La vida y las carreras que decidí estudiar me han permitido cumplir mi sueño de viajar por México y otras partes del mundo. Mis profesores de geografía me enseñaron el valor de observar, así que le imprimí mi toque personal y una de las cosas en las que siempre me he fijado es en el nombre de las cosas y los lugares. El nombre de las calles, de las colonias, de las ciudades y hasta de los países y continentes tienen un trasfondo político.
En todos los casos los nombres pueden explicarse por cuestiones históricas. En México no es de sorprender que en el 100% de las localidades mexicanas o, citando a una maestra que tuve en secundaria, “hasta en el pueblito más pueblito”, encontraremos en las calles principales, avenidas y colonias (principalmente frente a la catedral o capilla que le da su centro de origen) los nombres que sirven para la construcción del mito del Estado mexicano. Los héroes (que no necesariamente son personas) que dan sustento al cuento de ficción que nos enseñan en las clases de historia durante la secundaria. Me refiero a los Juárez, Hidalgo, Revolución, Insurgentes, Independencia, Morelos, Guerrero, Zapata, Villa, Madero, Flores Magón, Constitución de [insertar fecha] y un largo etcétera. Por medio del nombre de las calles estos “héroes” a veces hasta pareciera que “jalaban parejo hacia la misma dirección”, cuando en realidad representaban ideas completamente distintas. No me cabe la menor duda que no es coincidencia que Ricardo Flores Magón llegue a lo mucho a un eje vial y a una estación del Metro en la Ciudad de México mientras que gente de la calaña de Madero, Juárez o Carranza sean incluso una delegación. Los nombres son siempre elementos de aquellos que detentan el poder y es por medio de los nombres que se pueden construir muchos mitos. Al Estado le conviene recordar a los hermanos Flores Magón pero no le conviene profundizar de más sobre el tema, por ello no cabe dentro de la categoría de los “héroes principales”. Estos héroes, como bien señalan autores como Benedict Anderson, Amin Maalouf o Shlomo Sand, también pueden ser elementos geográficos (como plantas, ríos o montañas) que reafirmen la identidad nacional con el territorio en el que está asentada la “nación” en cuestión. También los elementos prehispánicos que reafirman la “identidad mestiza” mexicana están presentes en las calles de todo el país; en Michoacán son purépechas, en Sonora yaquis, en Yucatán mayas y en la Ciudad de México náhuas.
Hay un fenómeno aún más interesante y es el nombre de calles que se fueron formando por procesos un tanto azarosos. En alguna ocasión me encomendaron caminar todas las calles en un cuadrante que iba desde el Viaducto a río Churubusco y desde Eje Central hasta La Viga.

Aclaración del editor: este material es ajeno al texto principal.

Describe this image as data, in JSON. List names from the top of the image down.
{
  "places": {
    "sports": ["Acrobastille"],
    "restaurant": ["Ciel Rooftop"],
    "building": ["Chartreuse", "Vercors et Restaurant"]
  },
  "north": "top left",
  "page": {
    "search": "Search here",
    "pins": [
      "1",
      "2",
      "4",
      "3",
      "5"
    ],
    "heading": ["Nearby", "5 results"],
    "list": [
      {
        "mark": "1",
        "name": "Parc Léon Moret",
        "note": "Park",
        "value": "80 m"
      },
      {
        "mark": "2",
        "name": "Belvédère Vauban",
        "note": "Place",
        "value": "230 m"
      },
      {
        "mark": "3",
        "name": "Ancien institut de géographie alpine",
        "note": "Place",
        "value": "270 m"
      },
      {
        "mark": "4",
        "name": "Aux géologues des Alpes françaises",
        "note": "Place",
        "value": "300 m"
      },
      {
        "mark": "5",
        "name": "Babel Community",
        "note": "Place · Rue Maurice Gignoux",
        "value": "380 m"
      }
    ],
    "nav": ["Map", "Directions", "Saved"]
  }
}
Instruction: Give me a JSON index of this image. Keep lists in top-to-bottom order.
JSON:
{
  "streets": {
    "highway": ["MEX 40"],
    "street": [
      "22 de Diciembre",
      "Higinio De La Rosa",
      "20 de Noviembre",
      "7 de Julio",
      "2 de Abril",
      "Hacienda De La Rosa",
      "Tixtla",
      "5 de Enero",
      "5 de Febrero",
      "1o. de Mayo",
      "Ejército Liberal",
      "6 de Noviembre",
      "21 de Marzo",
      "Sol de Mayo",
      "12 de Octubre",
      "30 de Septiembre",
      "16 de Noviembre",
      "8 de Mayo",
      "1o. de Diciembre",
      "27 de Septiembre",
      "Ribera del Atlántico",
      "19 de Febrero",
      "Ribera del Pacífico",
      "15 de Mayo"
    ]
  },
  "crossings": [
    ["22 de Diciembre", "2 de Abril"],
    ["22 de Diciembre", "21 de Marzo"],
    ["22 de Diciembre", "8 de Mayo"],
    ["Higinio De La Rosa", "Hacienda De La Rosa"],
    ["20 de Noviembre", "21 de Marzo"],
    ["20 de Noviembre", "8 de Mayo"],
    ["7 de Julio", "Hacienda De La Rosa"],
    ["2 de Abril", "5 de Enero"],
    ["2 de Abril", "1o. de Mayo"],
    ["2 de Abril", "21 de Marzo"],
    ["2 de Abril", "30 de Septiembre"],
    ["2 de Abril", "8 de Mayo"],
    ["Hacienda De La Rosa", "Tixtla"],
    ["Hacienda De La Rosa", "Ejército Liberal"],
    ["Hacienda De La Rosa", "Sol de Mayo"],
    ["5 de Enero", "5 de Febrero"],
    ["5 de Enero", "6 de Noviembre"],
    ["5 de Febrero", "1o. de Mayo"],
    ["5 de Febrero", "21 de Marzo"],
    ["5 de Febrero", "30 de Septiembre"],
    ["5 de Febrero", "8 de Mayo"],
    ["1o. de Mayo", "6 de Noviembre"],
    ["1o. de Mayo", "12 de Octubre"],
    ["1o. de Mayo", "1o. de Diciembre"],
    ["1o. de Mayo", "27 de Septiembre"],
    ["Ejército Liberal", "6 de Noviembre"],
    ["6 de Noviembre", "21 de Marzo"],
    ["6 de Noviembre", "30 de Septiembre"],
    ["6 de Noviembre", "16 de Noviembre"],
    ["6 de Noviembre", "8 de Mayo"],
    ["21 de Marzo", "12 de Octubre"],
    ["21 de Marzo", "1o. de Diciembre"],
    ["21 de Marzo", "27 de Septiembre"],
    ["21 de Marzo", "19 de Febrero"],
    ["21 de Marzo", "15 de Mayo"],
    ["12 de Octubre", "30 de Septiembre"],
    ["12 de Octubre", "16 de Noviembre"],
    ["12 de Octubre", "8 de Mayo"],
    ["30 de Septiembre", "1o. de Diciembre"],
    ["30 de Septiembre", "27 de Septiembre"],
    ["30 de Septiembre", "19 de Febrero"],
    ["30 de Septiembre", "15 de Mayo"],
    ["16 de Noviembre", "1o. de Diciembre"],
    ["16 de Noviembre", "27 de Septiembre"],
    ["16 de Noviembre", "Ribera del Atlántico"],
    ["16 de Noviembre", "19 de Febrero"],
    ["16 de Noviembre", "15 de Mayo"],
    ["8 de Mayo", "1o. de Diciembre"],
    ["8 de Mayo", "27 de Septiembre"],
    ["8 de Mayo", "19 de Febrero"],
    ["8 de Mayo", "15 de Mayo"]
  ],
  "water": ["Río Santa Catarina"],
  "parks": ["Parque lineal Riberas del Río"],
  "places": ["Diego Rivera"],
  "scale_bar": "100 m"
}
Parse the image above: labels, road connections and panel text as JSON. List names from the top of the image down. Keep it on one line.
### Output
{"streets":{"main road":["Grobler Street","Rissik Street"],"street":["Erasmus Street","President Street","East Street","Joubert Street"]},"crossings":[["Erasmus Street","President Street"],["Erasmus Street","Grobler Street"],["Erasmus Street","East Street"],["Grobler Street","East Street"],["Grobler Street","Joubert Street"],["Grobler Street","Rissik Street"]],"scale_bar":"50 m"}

Pasando por el viejo poblado de San Andrés Tetepilco (absorbido hoy día por la mancha urbana) me encontré con la calle de Amacuzac. El curso de ésta era bastante curioso pues no era recto ni continuo y sin embargo llegaba hasta el mismísimo Viaducto. La calle desaparecía por momentos y de la nada volvía a aparecer con el mismo nombre. Cuando llegué a casa y la busqué en un mapa localicé la calle y la seguí con el dedo hasta llegar hasta Culhuacán, donde cambia de nombre (muy cerca de Canal Nacional). Tenía una forma parecida a la de un río. Dicho y hecho mi investigación me llevó a darme cuenta que este Amacuzac es el cauce de un viejo río que descendía desde el Iztaccihuatl (a no confundir por el río Amacuzac que fluye por Morelos). Todavía hoy me quedo con la duda sobre la razón de los parches que cortan su camino por la ciudad. Casos muy semejantes pueden encontrarse en el Centro Histórico de la Ciudad de México, e incluso nombres muy peculiares como la “Calle de la Amargura” en lo que hoy es República de Honduras. Basta con tomar un mapa del siglo XVI y un cronista de la época de la ciudad de su preferencia para, por medio del nombre de las calles, dar un viaje por el tiempo.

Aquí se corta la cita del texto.